Ground Control: Winocour Pours on the Paranoia with Tense Thriller
Director and screenwriter Alice Winocour crafts a sweaty-palmed, PTSD inclined thriller with sophomore effort, Disorder. Somewhat inclined as a French version of The Bodyguard (1992), itself a muddled American pop culture homage to Kurosawa’s 1961 samurai classic Yojimbo, this odd genre mixture arrives with troubling political undertones hovering in the paranoid perimeter of a debatably deranged security guard’s watch of a wealthy Lebanese businessman’s family. Decidedly simplistic in form, it’s an elegantly crafted exercise enhanced by its particularly complex audio design, initially positioning its sullen protagonist as merely a madman approaching a breaking point. But more is revealed in the frequent display of observational skills, including a variety of non-verbal cues shared between its main characters through increasingly murky intrigue.

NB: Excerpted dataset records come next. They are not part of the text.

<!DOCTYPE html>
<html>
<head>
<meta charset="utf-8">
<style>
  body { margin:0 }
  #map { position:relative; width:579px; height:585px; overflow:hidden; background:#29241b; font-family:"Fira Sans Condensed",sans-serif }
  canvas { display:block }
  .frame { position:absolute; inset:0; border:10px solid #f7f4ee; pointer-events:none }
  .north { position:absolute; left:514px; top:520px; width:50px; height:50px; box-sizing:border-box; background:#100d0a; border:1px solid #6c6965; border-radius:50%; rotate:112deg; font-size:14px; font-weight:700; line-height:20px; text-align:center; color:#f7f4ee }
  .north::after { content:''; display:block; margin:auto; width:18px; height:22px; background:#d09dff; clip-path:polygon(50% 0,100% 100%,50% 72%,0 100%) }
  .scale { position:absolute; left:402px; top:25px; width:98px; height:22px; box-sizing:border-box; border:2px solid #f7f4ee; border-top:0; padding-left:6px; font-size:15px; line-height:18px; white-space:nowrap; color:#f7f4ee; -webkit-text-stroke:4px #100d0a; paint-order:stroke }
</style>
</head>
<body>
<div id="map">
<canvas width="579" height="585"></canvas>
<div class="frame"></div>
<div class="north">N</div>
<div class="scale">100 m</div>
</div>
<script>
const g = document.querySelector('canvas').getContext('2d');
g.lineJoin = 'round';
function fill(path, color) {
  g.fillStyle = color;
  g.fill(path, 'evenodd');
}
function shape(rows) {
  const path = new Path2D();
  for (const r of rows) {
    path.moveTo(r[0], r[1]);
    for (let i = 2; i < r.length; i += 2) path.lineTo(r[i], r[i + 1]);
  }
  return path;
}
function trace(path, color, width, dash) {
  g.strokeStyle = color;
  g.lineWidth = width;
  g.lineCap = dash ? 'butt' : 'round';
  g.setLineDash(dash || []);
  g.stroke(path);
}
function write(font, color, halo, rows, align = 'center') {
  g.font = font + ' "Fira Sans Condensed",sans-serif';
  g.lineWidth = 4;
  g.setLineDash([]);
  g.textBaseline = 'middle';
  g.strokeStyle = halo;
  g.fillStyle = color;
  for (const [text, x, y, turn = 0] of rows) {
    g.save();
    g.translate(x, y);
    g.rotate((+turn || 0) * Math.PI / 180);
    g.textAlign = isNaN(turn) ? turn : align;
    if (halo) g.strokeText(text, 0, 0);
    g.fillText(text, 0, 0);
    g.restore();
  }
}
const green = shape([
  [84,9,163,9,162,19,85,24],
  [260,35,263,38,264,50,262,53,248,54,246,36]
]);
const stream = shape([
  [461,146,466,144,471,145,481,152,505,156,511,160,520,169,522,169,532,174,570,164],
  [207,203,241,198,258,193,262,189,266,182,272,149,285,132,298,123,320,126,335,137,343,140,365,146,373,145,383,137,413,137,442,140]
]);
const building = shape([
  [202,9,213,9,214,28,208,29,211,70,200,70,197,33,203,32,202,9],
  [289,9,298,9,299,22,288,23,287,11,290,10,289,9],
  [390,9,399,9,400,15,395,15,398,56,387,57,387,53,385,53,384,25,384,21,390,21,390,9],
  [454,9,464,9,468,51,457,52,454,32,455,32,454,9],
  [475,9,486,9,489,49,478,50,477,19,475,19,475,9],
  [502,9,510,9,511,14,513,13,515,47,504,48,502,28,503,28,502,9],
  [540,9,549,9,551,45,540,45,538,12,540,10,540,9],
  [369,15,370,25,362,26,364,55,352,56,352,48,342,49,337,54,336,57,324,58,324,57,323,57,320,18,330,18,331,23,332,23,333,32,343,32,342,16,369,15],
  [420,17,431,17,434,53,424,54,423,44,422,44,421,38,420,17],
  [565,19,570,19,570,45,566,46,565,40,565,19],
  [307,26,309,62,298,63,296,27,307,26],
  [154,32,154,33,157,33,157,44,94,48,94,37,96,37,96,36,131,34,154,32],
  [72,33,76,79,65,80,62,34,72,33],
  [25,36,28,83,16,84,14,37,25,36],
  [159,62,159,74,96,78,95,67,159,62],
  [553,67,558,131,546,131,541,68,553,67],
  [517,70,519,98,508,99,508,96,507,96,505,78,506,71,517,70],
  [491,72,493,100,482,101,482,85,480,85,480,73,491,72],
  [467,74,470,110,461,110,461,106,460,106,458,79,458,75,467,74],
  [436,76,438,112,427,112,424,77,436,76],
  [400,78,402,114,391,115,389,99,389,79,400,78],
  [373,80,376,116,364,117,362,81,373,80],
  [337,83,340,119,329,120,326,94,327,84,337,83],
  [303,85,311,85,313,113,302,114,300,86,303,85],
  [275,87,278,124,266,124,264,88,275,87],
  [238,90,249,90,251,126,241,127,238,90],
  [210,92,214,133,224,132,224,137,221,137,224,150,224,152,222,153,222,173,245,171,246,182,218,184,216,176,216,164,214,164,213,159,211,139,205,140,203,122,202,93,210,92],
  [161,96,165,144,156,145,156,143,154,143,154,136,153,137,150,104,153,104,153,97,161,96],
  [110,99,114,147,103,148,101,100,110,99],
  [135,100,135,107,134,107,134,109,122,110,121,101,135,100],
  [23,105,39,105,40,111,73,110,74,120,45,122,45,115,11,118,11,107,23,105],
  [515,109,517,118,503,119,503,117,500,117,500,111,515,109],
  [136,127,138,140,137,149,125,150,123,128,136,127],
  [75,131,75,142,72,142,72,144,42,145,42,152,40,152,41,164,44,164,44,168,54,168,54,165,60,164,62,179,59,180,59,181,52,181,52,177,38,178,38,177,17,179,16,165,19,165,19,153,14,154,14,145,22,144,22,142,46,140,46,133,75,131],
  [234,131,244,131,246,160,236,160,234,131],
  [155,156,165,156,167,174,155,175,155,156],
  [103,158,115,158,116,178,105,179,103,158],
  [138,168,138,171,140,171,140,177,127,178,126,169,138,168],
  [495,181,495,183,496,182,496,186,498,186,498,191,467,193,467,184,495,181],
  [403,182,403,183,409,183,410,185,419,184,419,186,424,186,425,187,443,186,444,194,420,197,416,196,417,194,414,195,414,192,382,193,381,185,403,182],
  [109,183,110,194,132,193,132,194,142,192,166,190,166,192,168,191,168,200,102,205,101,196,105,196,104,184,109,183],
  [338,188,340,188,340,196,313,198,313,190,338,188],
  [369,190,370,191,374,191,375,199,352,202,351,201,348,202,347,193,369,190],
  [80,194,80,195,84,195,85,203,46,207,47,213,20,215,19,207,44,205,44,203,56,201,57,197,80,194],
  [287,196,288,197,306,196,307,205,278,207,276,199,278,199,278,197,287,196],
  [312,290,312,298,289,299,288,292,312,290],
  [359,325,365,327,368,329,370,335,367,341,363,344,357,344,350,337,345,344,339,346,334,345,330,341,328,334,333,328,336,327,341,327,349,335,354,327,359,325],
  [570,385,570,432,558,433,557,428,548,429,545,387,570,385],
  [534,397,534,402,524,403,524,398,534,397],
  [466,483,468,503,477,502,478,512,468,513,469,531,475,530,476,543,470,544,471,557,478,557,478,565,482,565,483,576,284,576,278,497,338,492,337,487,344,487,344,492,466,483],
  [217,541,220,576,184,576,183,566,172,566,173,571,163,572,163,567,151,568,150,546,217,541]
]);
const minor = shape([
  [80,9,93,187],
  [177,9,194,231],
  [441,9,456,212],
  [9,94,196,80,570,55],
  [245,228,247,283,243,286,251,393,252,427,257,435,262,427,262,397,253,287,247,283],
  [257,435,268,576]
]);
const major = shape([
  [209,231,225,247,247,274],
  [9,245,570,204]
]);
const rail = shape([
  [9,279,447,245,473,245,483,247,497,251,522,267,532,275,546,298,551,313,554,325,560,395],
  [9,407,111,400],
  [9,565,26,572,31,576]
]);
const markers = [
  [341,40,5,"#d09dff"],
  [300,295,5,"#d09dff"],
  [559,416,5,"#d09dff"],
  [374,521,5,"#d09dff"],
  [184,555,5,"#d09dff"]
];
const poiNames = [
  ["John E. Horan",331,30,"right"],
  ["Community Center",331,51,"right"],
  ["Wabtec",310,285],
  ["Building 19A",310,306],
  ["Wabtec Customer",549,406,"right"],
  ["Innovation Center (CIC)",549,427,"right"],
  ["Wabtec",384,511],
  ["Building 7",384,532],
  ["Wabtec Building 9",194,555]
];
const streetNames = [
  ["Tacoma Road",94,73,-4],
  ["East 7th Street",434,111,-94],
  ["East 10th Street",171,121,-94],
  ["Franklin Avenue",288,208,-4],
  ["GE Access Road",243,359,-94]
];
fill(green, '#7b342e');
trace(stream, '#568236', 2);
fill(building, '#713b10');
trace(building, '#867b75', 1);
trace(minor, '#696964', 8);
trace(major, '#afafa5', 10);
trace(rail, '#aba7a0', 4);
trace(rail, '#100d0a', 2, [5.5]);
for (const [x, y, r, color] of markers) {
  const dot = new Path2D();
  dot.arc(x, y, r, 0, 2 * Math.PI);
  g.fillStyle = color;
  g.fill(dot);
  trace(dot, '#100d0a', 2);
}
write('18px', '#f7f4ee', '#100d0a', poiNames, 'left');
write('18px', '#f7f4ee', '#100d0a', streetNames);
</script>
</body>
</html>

Recently returned from serving in Afghanistan, Vincent (Mathias Schoenaerts) suffers from night terrors and bouts of debilitating paranoia. These tell-tale signs of PTSD make his future military career grim. In the meantime, he takes a job working security on the private residence of a wealthy Lebanese businessman, Imad Whalid (Percy Kemp), noting a wide range of possibly alarming signs as he secures the premise for a party. When asked to stay on through the weekend to watch the man’s wife, Jesse (Diane Kruger) and their young child, Vincent agrees. But while Jesse seems oblivious to any danger, Vincent becomes increasingly concerned someone may be trying to harm her.
Much like Winocour’s first film, the 2012 period piece Augustine, she focuses on a particularly complex central relationship between two people from alternate social spheres, this time with the control of the genders swapped. Initially titled “Maryland” when it premiered in the Un Certain Regard sidebar at the 2015 Cannes Film Festival, so titled for the palatial estate of the Whalid’s, neither title offers any sense of clarity in this increasingly distressing scenario.
Jean-Stephane Bron’s purposefully vague script drops us into the troubled wake of Vincent, a soon-to-be ex-French Special Forces soldier whose mental state clouds future possibilities of employment in the only profession he knows. As his main pal, Paul Hamy (also starring opposite Diane Kruger in 2015’s Sky) barely acknowledges his friend’s degrading mental state, to the degree where we wonder if he has something to do with the conspiracy involving Jesse.
The success of the film relies on the brooding Schoenaerts, formidable (as always), though in a vein not too dissimilar from the tragic cattle farmer in 2011’s breakout Bullhead. Kruger, also, is once again an evasive, distancing beauty, more an object of admiration than figure of interaction. Her coldness, however, lends the swiftly moving thriller easy access for some other talking points Winocour attempts to work less seamlessly into the mix, issues involving women whose lives are blindly determined by men, whether they be the Islamist ladies referred to in news soundbites, or white trophy wives who turn a blind eye, like Jesse. Here, these moments seem like afterthoughts meant to grant Kruger’s clueless wife extra dimension, but obviously this isn’t as clearly defined as similar themes from Winocour’s recent Cesar win for screenwriting on Mustang.
The initial party sequence includes some surprisingly comical moments, such as a slo-mo gaze through a gaggle of dancing, inebriated rich women on the Whalids’ lawn, swinging obliviously to Azealia Banks’ “212.” Moments later, in a search for Jesse requiring Vincent describe her to colleagues via walkie-talkie has one of them wryly declaring, “they’re all blonde.” Additionally, Winocour taps French techno DJ Gesaffelstein to provide the film’s delicious soundtrack, enhancing the film’s electro ambience and the continual sense of more being there than meets the eye at any given moment.
Disorder seems most successful during its first half, as we cringe in anticipation of Vincent’s bungled efforts to protect Jesse and her child, resulting in an anxious trip to the beach which matches the fateful extended drive at the end of Catherine Breillat’s Fat Girl (2001) in its fostering of dread. Shortly after, when the film becomes resigned to being a domestic thriller, it would seem we’ve been unnecessarily doubting Vincent’s ability all along. Or have we?
The decidedly one-sided romantic angle throws a beautiful, even touching monkey wrench into the film’s final frames. Defying as many expectations as it satisfies, Disorder is an intriguing, complex psychological portrait enhanced by a superb lead performance from Schoenaerts and a striking palette from DP George Lechaptois (who collaborated on Augustine and Rebecca Zlotowski’s first two features).
Reviewed on March 7th at the 2016 Rendezvous with French Film Festival – 101 Mins.